Background
He was born in Wisbech, Cambridgeshire, on Mar. 3, 1756. His father was a minister, and Godwn was educated for the ministry at Hoxton Academy. He led parishes at Ware, Stowmarket, and Beaconsfield before deciding in 1782 to live in London and to reform society through his writings rather than through the church.
Career
Adopting the views of the Encyclopedists, he advocated abolition of all institutions, though never by violence. He published anonymously his Life of Chatham (1783), his Sketch of History (1784), and articles in various periodicals, but it was only in 1793, with the appearance of his Inquiry Concerning Political Justice, and Its Influence on General Virtue and Happiness, that he attracted wide notice. In the Inquiry he defined political justice as the adoption of "any principle of morality and truth into practice of the community," maintaining that man is perfectible; only society is faulty; and vice is to be overcome when conditions that produce it are corrected. He later modified some of his more extreme views, but he never swerved from his devotion to the cause of liberty or from his complete belief in man and the power of reason.
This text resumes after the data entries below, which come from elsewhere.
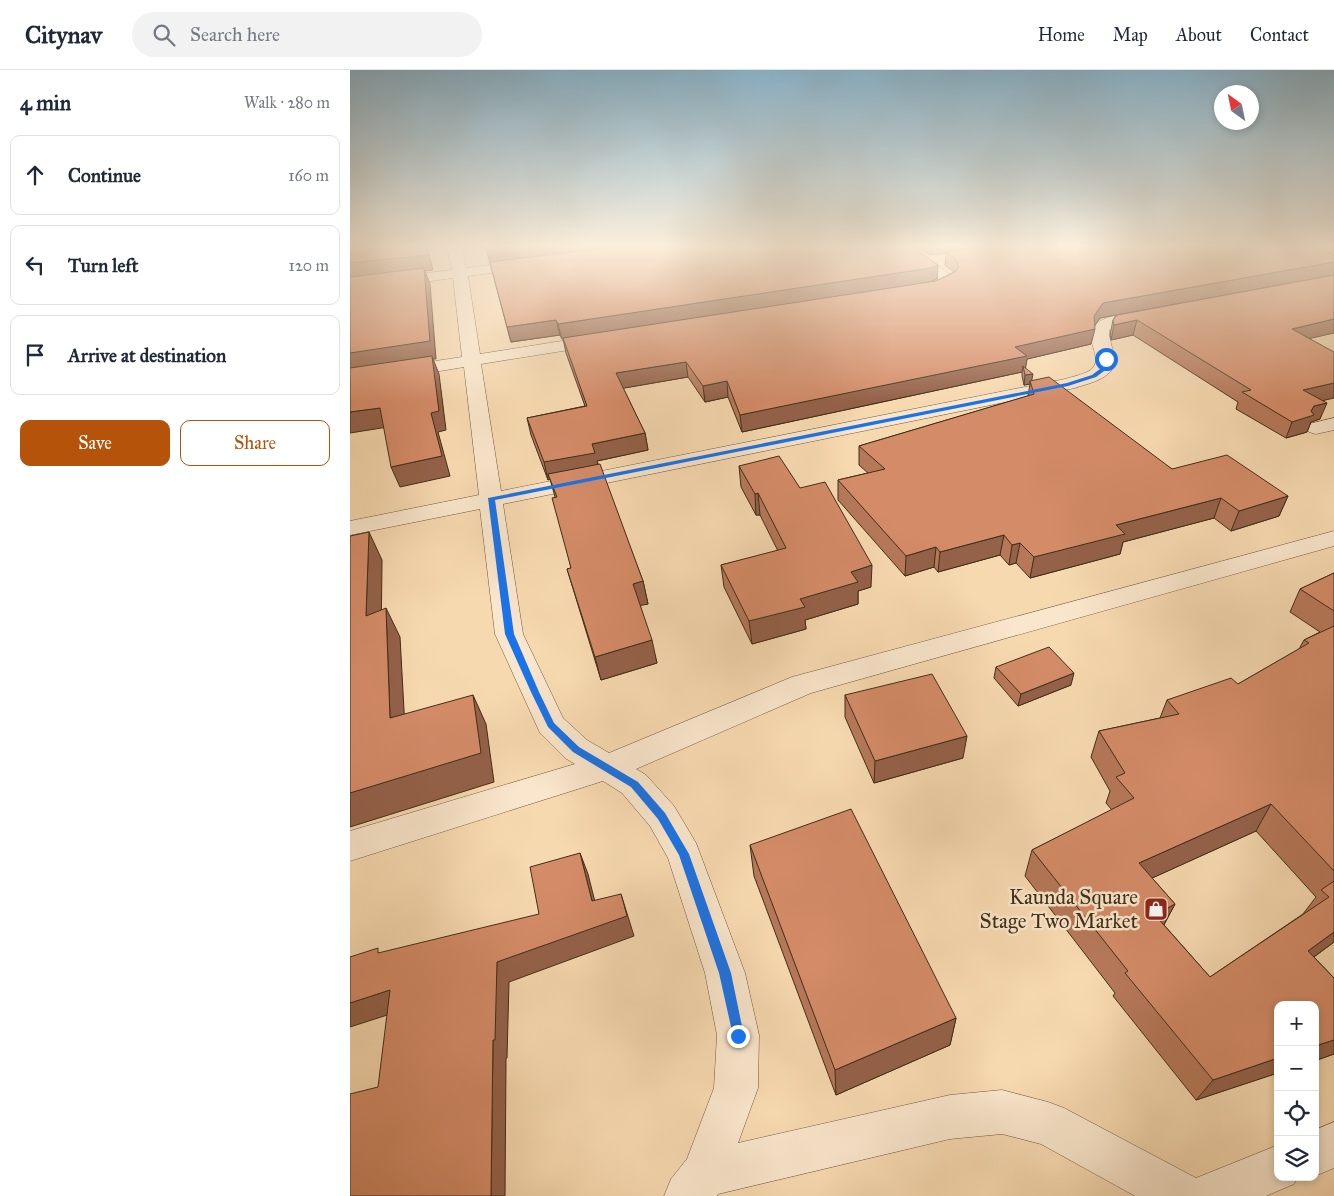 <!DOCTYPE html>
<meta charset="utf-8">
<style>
:root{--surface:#fff;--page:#f2f2f3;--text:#1f2937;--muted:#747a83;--line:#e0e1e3;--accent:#b45309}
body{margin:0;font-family:"IM FELL Great Primer",serif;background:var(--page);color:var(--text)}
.controls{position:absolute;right:15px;bottom:15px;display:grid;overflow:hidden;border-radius:10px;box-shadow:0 2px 8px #0003}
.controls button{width:45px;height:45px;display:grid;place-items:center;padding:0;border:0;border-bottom:1px solid var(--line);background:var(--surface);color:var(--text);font:25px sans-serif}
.compass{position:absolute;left:864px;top:15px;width:45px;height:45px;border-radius:50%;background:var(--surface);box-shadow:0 2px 8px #0003;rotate:327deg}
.stop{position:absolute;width:15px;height:15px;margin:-11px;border:4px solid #1a73e8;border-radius:50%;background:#fff}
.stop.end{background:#1a73e8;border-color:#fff;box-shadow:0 1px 5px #0008}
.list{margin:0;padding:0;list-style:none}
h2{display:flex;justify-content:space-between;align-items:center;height:65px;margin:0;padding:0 20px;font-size:21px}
h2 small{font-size:16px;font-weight:400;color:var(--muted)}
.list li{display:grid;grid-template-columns:32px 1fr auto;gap:15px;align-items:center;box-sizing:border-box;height:80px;margin:0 10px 10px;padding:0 10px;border:1px solid var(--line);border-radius:10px}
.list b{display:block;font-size:19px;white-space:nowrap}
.list em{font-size:16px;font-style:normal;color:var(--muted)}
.actions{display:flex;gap:10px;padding:15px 20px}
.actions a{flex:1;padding:11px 0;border:1px solid var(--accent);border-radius:10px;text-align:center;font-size:18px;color:var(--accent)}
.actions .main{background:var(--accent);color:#fff}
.icon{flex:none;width:28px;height:28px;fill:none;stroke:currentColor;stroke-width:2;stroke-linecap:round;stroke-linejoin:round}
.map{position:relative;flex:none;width:984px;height:1126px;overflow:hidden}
header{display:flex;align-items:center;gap:30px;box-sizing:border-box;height:70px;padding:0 25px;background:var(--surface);border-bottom:1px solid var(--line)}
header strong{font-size:24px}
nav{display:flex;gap:28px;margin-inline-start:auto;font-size:18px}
.search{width:350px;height:45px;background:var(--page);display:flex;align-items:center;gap:12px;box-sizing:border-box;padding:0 18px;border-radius:28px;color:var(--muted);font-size:19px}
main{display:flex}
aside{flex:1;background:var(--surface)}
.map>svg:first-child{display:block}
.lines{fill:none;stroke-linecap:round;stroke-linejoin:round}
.minor-casing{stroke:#6d593d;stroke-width:1}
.minor{fill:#fae6cc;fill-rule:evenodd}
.wall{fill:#b67859;stroke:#3f2e17;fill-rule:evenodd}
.shaded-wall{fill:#946149;stroke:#3f2e17}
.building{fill:#d48b68;stroke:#3f2e17}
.route{fill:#1a73e8}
.labels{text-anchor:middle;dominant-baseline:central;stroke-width:5;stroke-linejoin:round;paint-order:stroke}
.near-poi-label{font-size:21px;fill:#3f2e17;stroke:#fae6cc;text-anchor:end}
</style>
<header>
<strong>Citynav</strong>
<div class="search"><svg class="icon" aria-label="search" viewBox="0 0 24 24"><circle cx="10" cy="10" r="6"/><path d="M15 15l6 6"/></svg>Search here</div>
<nav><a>Home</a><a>Map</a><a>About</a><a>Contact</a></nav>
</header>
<main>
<aside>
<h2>4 min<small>Walk · 280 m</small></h2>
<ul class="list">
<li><svg class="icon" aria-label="ahead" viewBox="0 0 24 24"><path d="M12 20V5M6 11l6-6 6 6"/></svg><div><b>Continue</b></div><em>160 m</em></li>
<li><svg class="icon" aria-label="left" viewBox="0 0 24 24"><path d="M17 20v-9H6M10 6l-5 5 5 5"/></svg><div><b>Turn left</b></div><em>120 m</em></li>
<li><svg class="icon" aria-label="arrive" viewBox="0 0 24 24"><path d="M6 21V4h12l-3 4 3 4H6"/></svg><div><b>Arrive at destination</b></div></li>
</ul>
<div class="actions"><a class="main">Save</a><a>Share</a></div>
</aside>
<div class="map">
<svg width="984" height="1126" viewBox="0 0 984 1126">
<rect width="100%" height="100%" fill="#f7d9b0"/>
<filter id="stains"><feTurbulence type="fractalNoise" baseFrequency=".004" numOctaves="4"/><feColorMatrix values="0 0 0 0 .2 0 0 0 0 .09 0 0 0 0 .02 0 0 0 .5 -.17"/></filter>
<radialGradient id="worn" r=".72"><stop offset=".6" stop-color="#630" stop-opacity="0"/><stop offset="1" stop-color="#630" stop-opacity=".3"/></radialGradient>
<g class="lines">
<g class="minor-casing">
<path id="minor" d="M 97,175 L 111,175 L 116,198 L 180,190 L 185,191 L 187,194 L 185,197 L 180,198 L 118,206 L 130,284 L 250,265 L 256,266 L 259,270 L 256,274 L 250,275 L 131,294 L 151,421 L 715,309 C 722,307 730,305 737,302 C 758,292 733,271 744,256 C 752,245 786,242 800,239 L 806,241 L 808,244 L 806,247 L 769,255 L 759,260 C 759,271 763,277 764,287 C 768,308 739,313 725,318 L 153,434 L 173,564 L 213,648 L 237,670 L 259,683 L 442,607 L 984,461 L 984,476 L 461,623 L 286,699 L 296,705 L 324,736 L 346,773 L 395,903 L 409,965 L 408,1018 L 388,1073 L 600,1025 L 652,1020 L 698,1032 L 714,1038 L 846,1108 L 928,1075 L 928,1107 L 947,1107 L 944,1114 L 916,1126 L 785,1126 L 691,1074 L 652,1064 L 600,1069 L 368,1124 L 367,1126 L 314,1126 L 321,1109 L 337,1089 L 364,1018 L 367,965 L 355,903 L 318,788 L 300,756 L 272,723 L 253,711 L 0,791 L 0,761 L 225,694 L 215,688 L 190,663 L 145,564 L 130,439 L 0,465 L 0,451 L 129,425 L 114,297 L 0,316 L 0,304 L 112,287 L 103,208 L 0,222 L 0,212 L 102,200 Z
M 546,175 L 561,175 L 606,209 C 598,220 578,227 565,223 L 562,220 L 565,217 L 589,209 Z
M 984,348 L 984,360 L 966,364 L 959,362 L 956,358 L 959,354 Z
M 984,1052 L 984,1098 L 965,1106 L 965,1060 Z"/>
</g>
<use href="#minor" class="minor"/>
</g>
<path class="wall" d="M 135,175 L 588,195 L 587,209 L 582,211 L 586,211 L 604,202 L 595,195 L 596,183 L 580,185 L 564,175 L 984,175 L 984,205 L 960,269 L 972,330 L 970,349 L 961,352 L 957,362 L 936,368 L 886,339 L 888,332 L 783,265 L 761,270 L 760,265 L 763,250 L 766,245 L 750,248 L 744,256 L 741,274 L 677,289 L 675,298 L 682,311 L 822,399 L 938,426 L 929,446 L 881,461 L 864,448 L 773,472 L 770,484 L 680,508 L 666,493 L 659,495 L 650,485 L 588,502 L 584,497 L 555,506 L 488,430 L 488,410 L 518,403 L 509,395 L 509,376 L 678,326 L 680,314 L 674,315 L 672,306 L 672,302 L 392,362 L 378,327 L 355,332 L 338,307 L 273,318 L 295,363 L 298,380 L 247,391 L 293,511 L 298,534 L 290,535 L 307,593 L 251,610 L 217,499 L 221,498 L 205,427 L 200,409 L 198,410 L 181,365 L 177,348 L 235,336 L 216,283 L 213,269 L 212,269 L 210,265 L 161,272 Z
M 389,396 L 450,418 L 521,517 L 508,521 L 508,534 L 455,550 L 456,559 L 402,574 L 374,517 L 371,495 L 428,481 L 410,445 L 406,445 L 391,417 Z
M 984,503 L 984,872 L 964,887 L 984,908 L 984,984 L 846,1030 L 763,926 L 765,923 L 675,806 L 682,780 L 762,740 L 756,733 L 760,721 L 741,687 L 749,661 L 810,648 L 817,630 L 888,614 L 949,579 L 954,570 L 970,562 L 940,542 L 950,519 ZM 906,761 L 966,827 L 953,844 L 860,907 L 814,855 L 825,834 L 802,808 Z
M 646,597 L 721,615 L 668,636 L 644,608 Z
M 495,625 L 613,688 L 524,713 L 495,647 Z
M 400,775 L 606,948 L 600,975 L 486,1025 L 404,806 Z"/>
<path class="shaded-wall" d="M 77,175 L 83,200 L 75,201 L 80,214 L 86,289 L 83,289 L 89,304 L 96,360 L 88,362 L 100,406 L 50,417 L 41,397 L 92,386 L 0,302 L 0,193 Z
M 180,175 L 294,175 L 141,193 L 137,180 Z
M 581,175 L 651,175 L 596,182 L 596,183 L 580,185 Z
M 984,192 L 984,205 L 750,248 L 742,260 L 745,259 L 741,274 L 677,289 L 675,302 L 673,296 L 672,302 L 392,362 L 390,345 L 665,277 L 744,246 L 753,233 Z
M 588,195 L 587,209 L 580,212 L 212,269 L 208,254 Z
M 984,249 L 984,263 L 936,274 L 942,259 Z
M 206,250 L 210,265 L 161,272 L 157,257 Z
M 787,250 L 783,265 L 761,270 L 764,255 Z
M 336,292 L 338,307 L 269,319 L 266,303 Z
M 683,304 L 681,314 L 680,311 L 680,314 L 674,315 L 675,305 Z
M 377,311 L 378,327 L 355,332 L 353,316 Z
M 984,313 L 984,328 L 946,337 L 953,320 Z
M 977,333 L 970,349 L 961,352 L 957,362 L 936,368 L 942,352 L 961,341 L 964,336 Z
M 30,338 L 38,357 L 0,363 L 0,342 Z
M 295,363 L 298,380 L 247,391 L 249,400 L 198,404 L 200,409 L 198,410 L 194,392 L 242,374 Z
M 408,423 L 410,445 L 406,445 L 405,424 Z
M 938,426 L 929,446 L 881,461 L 889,441 Z
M 871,428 L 864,448 L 773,472 L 770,484 L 680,508 L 684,487 L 766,455 Z
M 19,462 L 32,490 L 31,575 L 16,546 Z
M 654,465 L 650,485 L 588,502 L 590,482 Z
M 670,473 L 666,493 L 659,495 L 662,475 Z
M 586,477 L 584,497 L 555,506 L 556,486 Z
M 522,495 L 521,517 L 508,521 L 508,534 L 455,550 L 456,559 L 402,574 L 399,551 L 450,529 L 501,502 Z
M 293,511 L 298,534 L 288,536 L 283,514 Z
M 36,538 L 50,567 L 56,677 L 40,648 Z
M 302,570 L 307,593 L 251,610 L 245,587 Z
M 724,603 L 721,615 L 668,636 L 671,624 Z
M 123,625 L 136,654 L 144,712 L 0,757 L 0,723 Z
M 617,666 L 613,688 L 524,713 L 525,691 Z
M 921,734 L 906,761 L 778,819 L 789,793 Z
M 230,783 L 238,804 L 250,852 L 242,831 Z
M 271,824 L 284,866 L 159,912 L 157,988 L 156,988 L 155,1126 L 141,1126 L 143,970 L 147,892 Z
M 825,834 L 812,858 L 805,845 Z
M 984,862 L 984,872 L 939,905 L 958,881 Z
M 40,920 L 56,939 L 0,957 L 0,933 Z
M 606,948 L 600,975 L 486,1025 L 485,1000 Z
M 984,970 L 984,984 L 965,991 L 965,976 Z
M 928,988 L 928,1003 L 846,1030 L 863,1010 Z"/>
<path class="building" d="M 0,175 L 76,175 L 78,185 L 0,193 Z
M 135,175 L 180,175 L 137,180 Z
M 279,175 L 559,175 L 588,195 L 581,198 L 208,254 L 206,250 L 157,257 L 140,192 Z
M 641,175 L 957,175 L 984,185 L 984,192 L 753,233 L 744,246 L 745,259 L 665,277 L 677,286 L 390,345 L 377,311 L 353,316 L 336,292 L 266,303 L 295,363 L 242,374 L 245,383 L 194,392 L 177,348 L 237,336 L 213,268 L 586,211 L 605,202 L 609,197 L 605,189 L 596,182 Z
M 74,198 L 80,271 L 0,283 L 0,207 Z
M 984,205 L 984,249 L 942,259 L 984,282 L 984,313 L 953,320 L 977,333 L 964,336 L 961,341 L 964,345 L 942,352 L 892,322 L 901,320 L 787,250 L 764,255 L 763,250 L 767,245 Z
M 82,286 L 89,341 L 81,343 L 92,386 L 41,397 L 30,338 L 0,342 L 0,298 Z
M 673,296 L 683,304 L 675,305 Z
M 699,307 L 822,399 L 877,385 L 938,426 L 889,441 L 871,428 L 766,455 L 775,464 L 684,487 L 670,473 L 662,475 L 654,465 L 590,482 L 586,477 L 556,486 L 488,410 L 535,399 L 509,376 L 684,324 L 680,311 Z
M 429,386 L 450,418 L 475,412 L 522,495 L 501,502 L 508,512 L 450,529 L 455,537 L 399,551 L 371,495 L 436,478 L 408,423 L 405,424 L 389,396 Z
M 250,394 L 293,511 L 283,514 L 302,570 L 245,587 L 217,499 L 221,498 L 202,428 L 207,427 L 198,404 Z
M 19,462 L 16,546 L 36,538 L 40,648 L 123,625 L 131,683 L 0,723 L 0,466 Z
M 984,503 L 984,541 L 950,519 Z
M 984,556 L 984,801 L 921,734 L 789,793 L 825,834 L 805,845 L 860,907 L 979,827 L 971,820 L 984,811 L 984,862 L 958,881 L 984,908 L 984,970 L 965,976 L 965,935 L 928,935 L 928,988 L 863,1010 L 775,903 L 778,901 L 682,780 L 784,728 L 766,707 L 775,703 L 749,661 L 829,644 L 817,630 L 881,608 L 888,614 L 959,573 L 954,570 Z
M 699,577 L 724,603 L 671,624 L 646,597 Z
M 582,604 L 617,666 L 525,691 L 495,625 Z
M 501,739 L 606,948 L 485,1000 L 400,775 Z
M 230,783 L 242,831 L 271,824 L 277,846 L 147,892 L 145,970 L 143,970 L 141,1126 L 0,1126 L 0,1024 L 28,1017 L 40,920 L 0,933 L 0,887 L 28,878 L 28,883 L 189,844 L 180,797 Z"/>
<linearGradient id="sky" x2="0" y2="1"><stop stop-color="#8ab6cf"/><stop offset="0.53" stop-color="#fbeedb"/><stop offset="1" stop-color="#fbeedb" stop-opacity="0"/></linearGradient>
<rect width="984" height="332" fill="url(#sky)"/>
<path class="route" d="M 754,288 L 759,289 L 754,301 L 746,307 L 718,316 L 145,430 L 164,564 L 189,622 L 204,653 L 229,677 L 288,712 L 315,743 L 339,784 L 381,903 L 394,966 L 392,970 L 388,972 L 384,970 L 369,903 L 329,785 L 308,749 L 281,717 L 223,682 L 198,657 L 181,622 L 155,564 L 138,428 L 717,313 L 742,305 L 750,299 Z"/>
<defs>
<g id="shop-square" transform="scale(1.25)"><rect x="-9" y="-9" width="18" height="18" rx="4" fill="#8f2418" stroke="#fae6cc"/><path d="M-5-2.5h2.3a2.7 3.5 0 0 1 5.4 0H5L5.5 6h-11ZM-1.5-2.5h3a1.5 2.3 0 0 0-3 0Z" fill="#fff"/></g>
</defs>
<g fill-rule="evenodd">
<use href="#shop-square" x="806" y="839"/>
</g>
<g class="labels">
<g class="near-poi-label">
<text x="788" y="827">Kaunda Square<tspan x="788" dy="24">Stage Two Market</tspan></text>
</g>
</g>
<rect width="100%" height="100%" filter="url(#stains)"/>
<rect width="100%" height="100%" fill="url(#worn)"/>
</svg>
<div class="controls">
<button>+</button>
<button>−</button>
<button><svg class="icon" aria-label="locate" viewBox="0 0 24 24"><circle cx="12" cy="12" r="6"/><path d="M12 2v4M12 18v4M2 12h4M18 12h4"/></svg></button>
<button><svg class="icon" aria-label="layers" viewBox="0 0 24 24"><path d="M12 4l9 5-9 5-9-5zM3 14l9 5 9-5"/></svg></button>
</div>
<svg class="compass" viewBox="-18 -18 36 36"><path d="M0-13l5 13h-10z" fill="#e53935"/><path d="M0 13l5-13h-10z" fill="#747a83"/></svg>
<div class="stop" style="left:756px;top:289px"></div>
<div class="stop end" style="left:388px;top:966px"></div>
</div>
</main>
His brief and happy marriage to Mary Wollstonecraft was ended by her death at the birth of their daughter, Mary, who later became Mrs. Shelley. Left with this infant and with Fanny Imlay, his wife's child by Gilbert Imlay, Godwin married in 1801 the shrewish Mary Jane Clairmont, mother of Claire, who later became Byron's mistress. To improve the always uncertain family income, the Godwins attempted a bookselling and publishing business, the chief product of which was perhaps the publication of Charles and Mary Lamb's Tales from Shakespeare; but this business failed also. Nevertheless, amidst poverty and unhappiness, Godwin managed to produce a number of influential works. Besides the works already mentioned and his diary, which he kept for 48 years, he wrote three novels, Adventures of Caleb Williams (1794), St. Leon (1799), and Fleetwood (1805); an unsuccessful play, The Tragedy of Antonio (1800); Memoirs of the Author of the . . . Rights of Woman (1798); Life of Chaucer (1803); Of Population (1820); History of the Commonwealth (1824-1828); and a number of minor works.